> _Exercise goal_
Produce one exact copy of the records, no pictures.

[Collected data]
• • • •

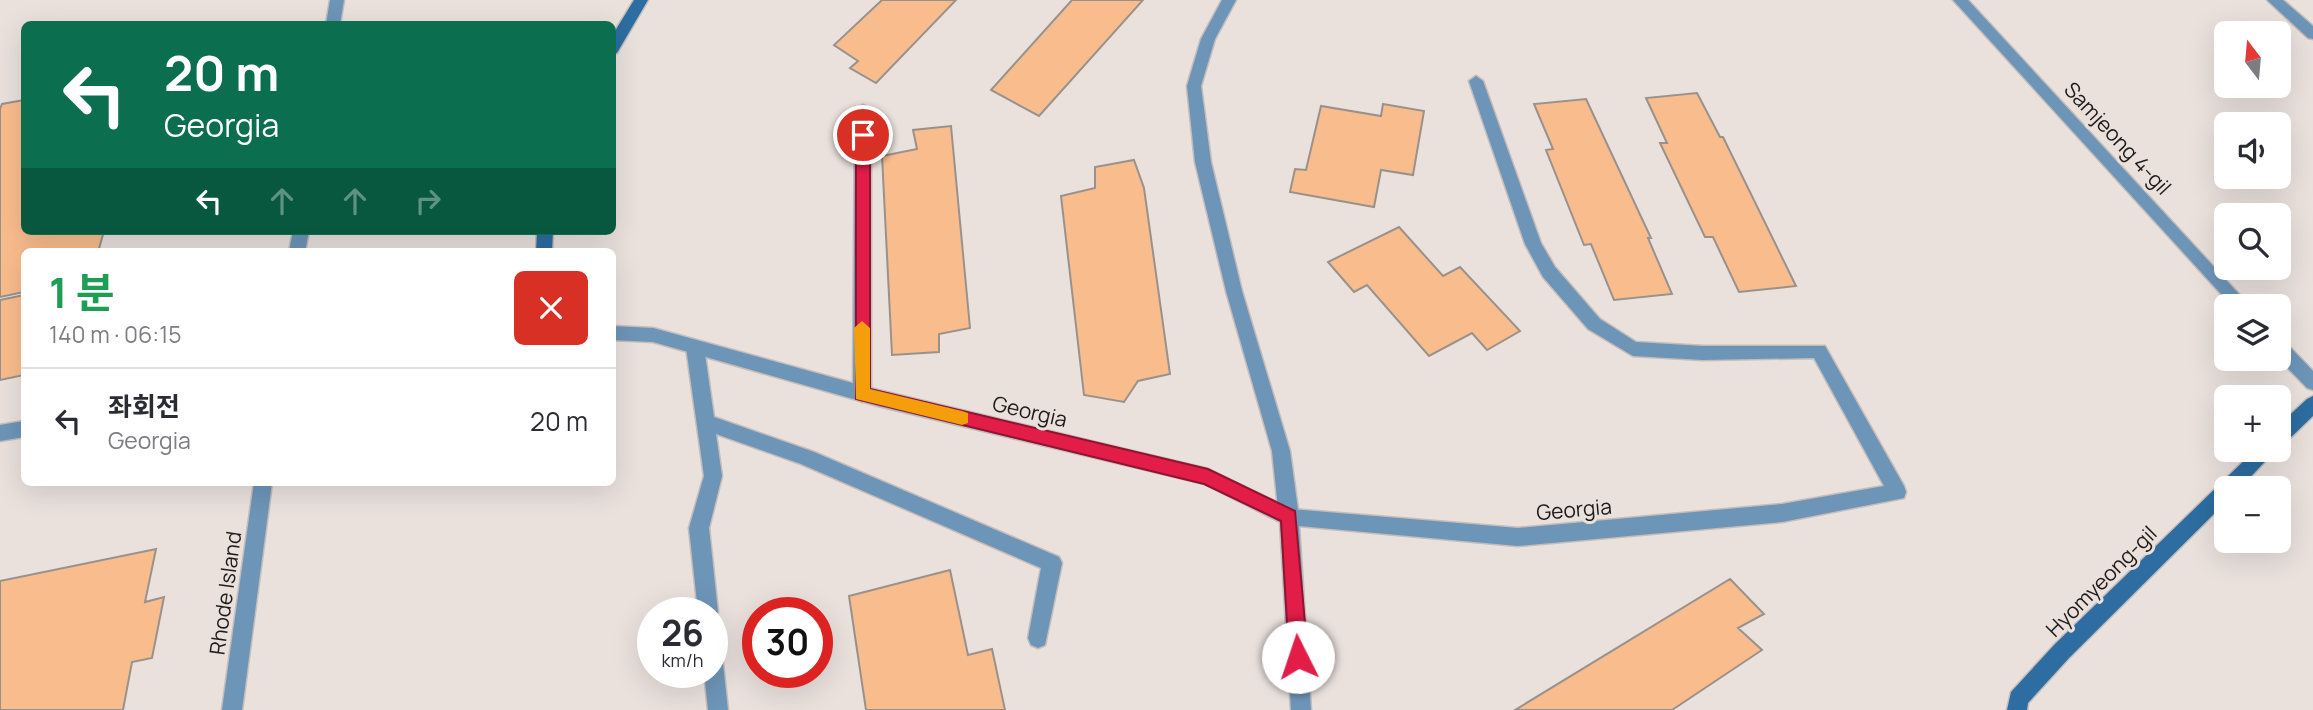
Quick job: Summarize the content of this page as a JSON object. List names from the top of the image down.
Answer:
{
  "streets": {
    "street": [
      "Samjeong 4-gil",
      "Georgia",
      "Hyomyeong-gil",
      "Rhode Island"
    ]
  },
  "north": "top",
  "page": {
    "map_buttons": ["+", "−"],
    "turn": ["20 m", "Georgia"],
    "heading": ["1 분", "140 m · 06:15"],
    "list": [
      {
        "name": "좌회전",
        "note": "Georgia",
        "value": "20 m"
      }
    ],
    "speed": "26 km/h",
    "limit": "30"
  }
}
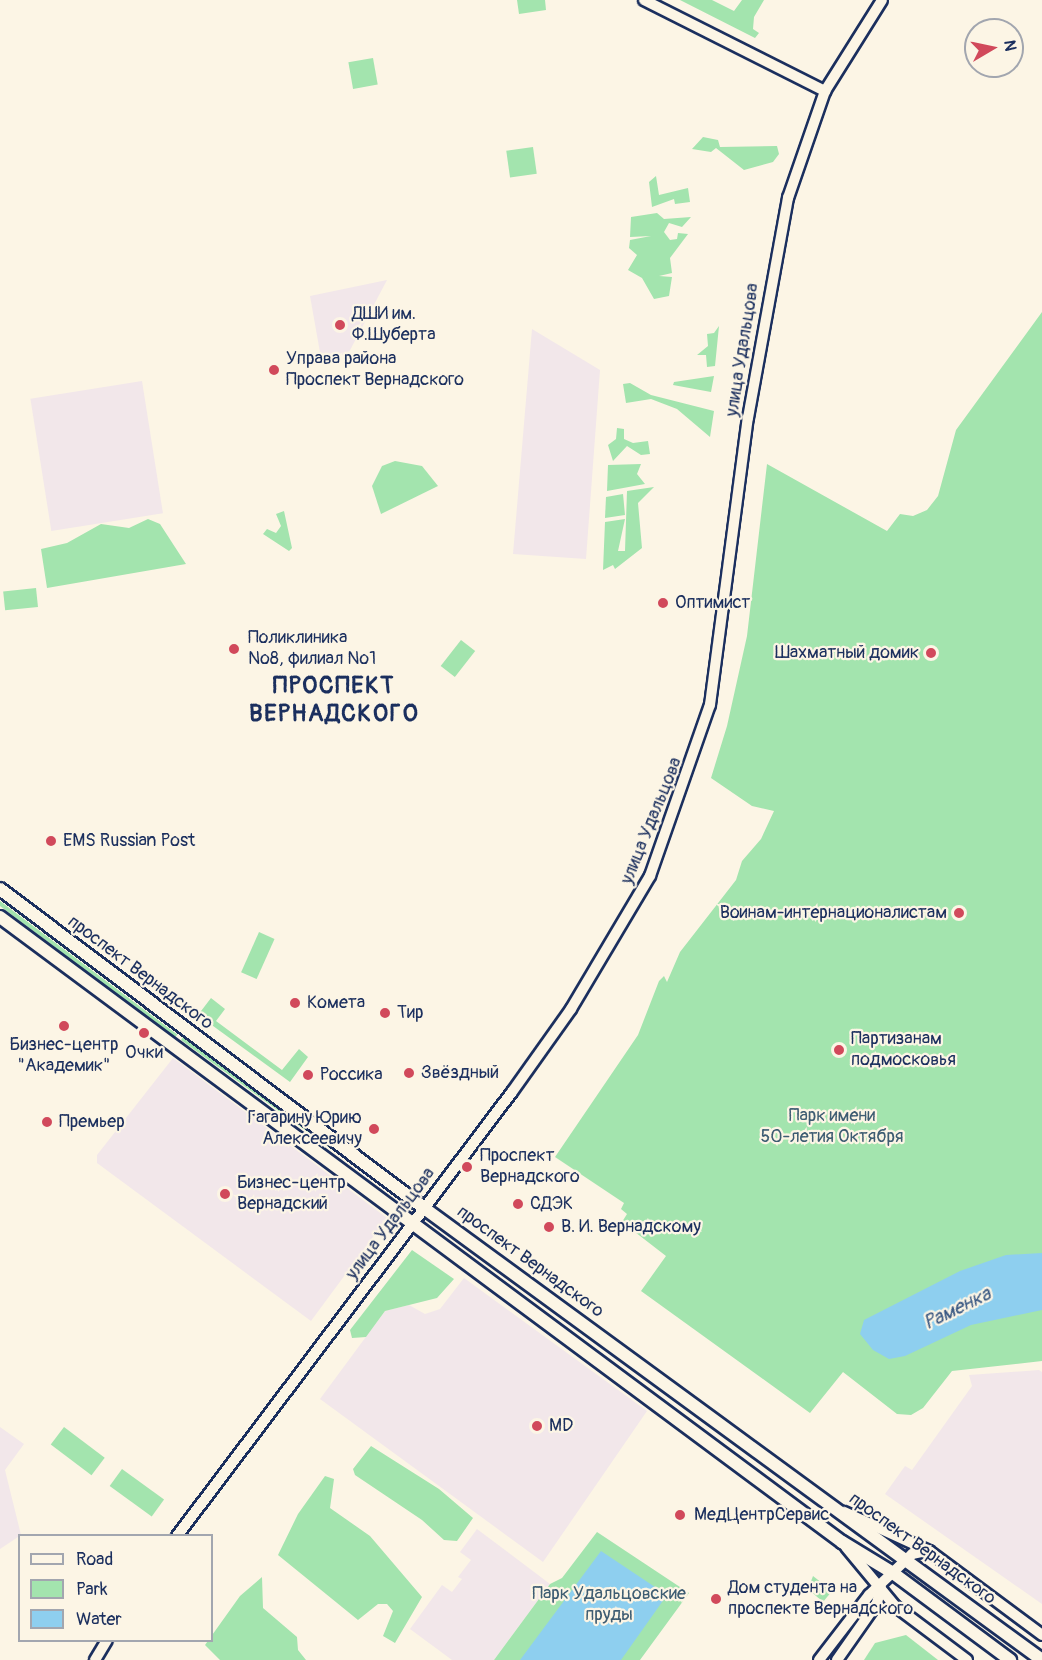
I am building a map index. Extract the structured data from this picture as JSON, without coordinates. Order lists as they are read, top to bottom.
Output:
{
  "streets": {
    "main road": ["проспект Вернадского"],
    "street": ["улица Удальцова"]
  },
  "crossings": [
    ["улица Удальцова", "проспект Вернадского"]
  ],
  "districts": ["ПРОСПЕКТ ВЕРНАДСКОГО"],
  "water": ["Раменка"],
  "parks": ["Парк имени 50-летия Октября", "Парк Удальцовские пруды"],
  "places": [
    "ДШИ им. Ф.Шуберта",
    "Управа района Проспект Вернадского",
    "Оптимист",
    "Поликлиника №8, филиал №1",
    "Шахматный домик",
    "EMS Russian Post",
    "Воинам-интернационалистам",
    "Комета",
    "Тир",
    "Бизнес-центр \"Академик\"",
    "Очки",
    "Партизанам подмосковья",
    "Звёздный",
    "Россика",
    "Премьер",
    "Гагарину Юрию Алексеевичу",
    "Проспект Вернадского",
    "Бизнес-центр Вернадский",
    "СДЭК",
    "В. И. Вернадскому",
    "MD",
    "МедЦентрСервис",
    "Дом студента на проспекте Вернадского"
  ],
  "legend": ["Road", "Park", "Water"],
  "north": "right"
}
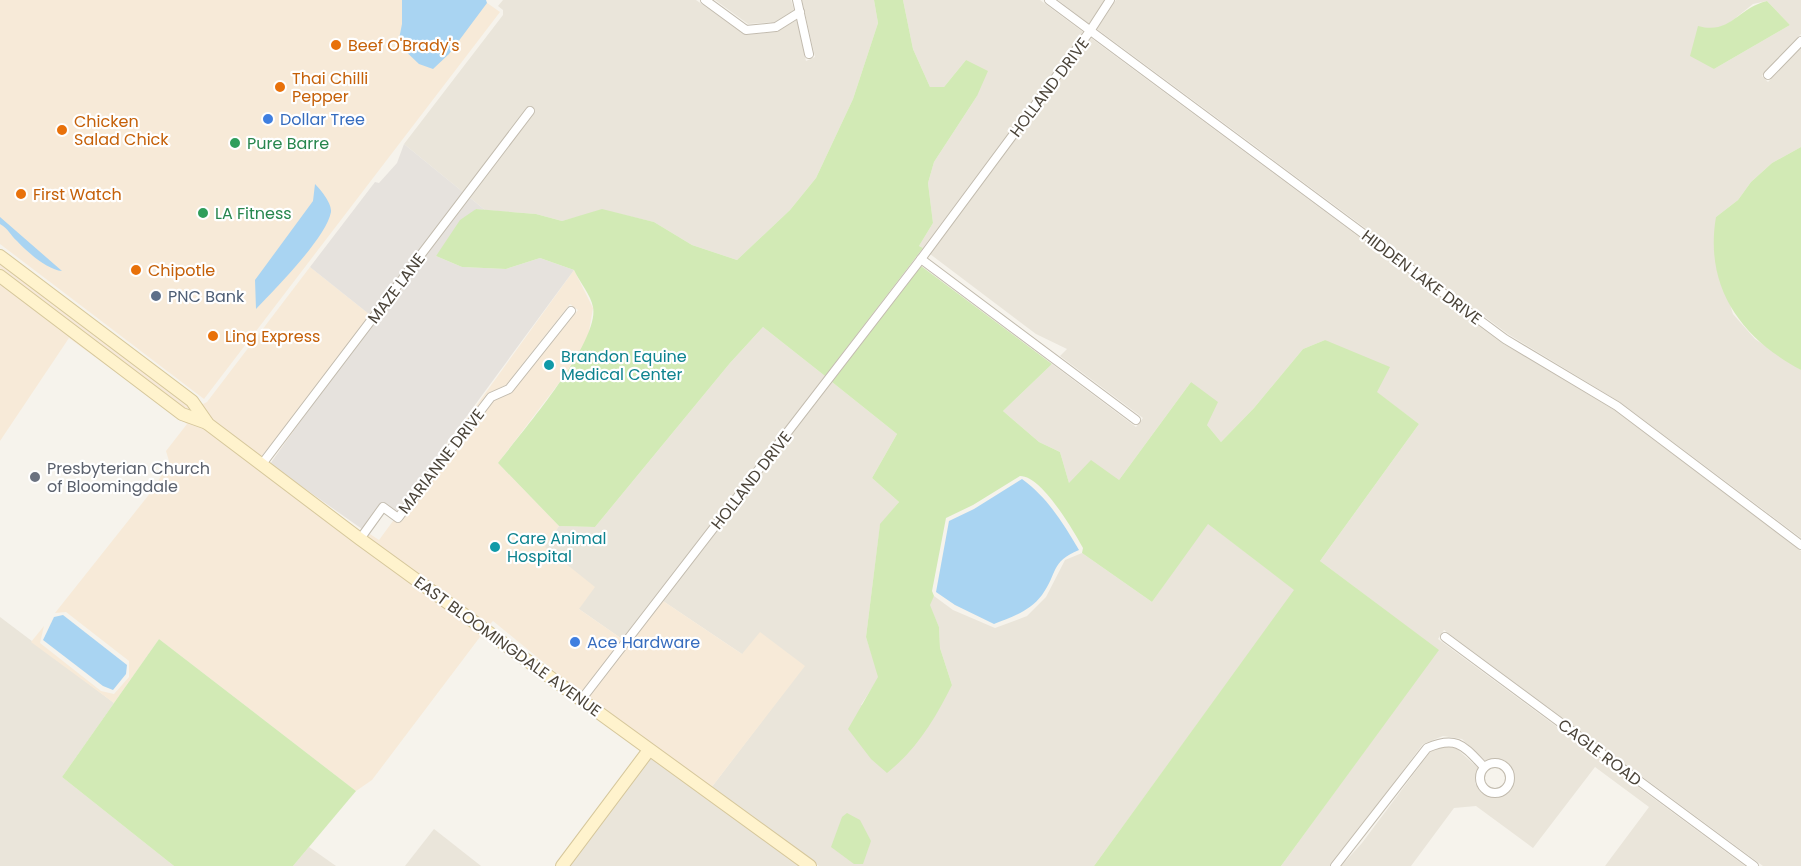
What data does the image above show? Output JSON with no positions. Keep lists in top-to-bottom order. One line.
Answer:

• • • •

> _Reply to the task_
Quick job: Summarize the content of this page as a JSON object. List names from the top of the image down.
Answer:
{
  "streets": {
    "street": [
      "Samjeong 4-gil",
      "Georgia",
      "Hyomyeong-gil",
      "Rhode Island"
    ]
  },
  "north": "top",
  "page": {
    "map_buttons": ["+", "−"],
    "turn": ["20 m", "Georgia"],
    "heading": ["1 분", "140 m · 06:15"],
    "list": [
      {
        "name": "좌회전",
        "note": "Georgia",
        "value": "20 m"
      }
    ],
    "speed": "26 km/h",
    "limit": "30"
  }
}
I am building a map index. Extract the structured data from this picture as JSON, without coordinates. Order lists as they are read, top to bottom.
Output:
{
  "streets": {
    "main road": ["проспект Вернадского"],
    "street": ["улица Удальцова"]
  },
  "crossings": [
    ["улица Удальцова", "проспект Вернадского"]
  ],
  "districts": ["ПРОСПЕКТ ВЕРНАДСКОГО"],
  "water": ["Раменка"],
  "parks": ["Парк имени 50-летия Октября", "Парк Удальцовские пруды"],
  "places": [
    "ДШИ им. Ф.Шуберта",
    "Управа района Проспект Вернадского",
    "Оптимист",
    "Поликлиника №8, филиал №1",
    "Шахматный домик",
    "EMS Russian Post",
    "Воинам-интернационалистам",
    "Комета",
    "Тир",
    "Бизнес-центр \"Академик\"",
    "Очки",
    "Партизанам подмосковья",
    "Звёздный",
    "Россика",
    "Премьер",
    "Гагарину Юрию Алексеевичу",
    "Проспект Вернадского",
    "Бизнес-центр Вернадский",
    "СДЭК",
    "В. И. Вернадскому",
    "MD",
    "МедЦентрСервис",
    "Дом студента на проспекте Вернадского"
  ],
  "legend": ["Road", "Park", "Water"],
  "north": "right"
}
What data does the image above show? Output JSON with no positions. Keep lists in top-to-bottom order. One line.
Answer:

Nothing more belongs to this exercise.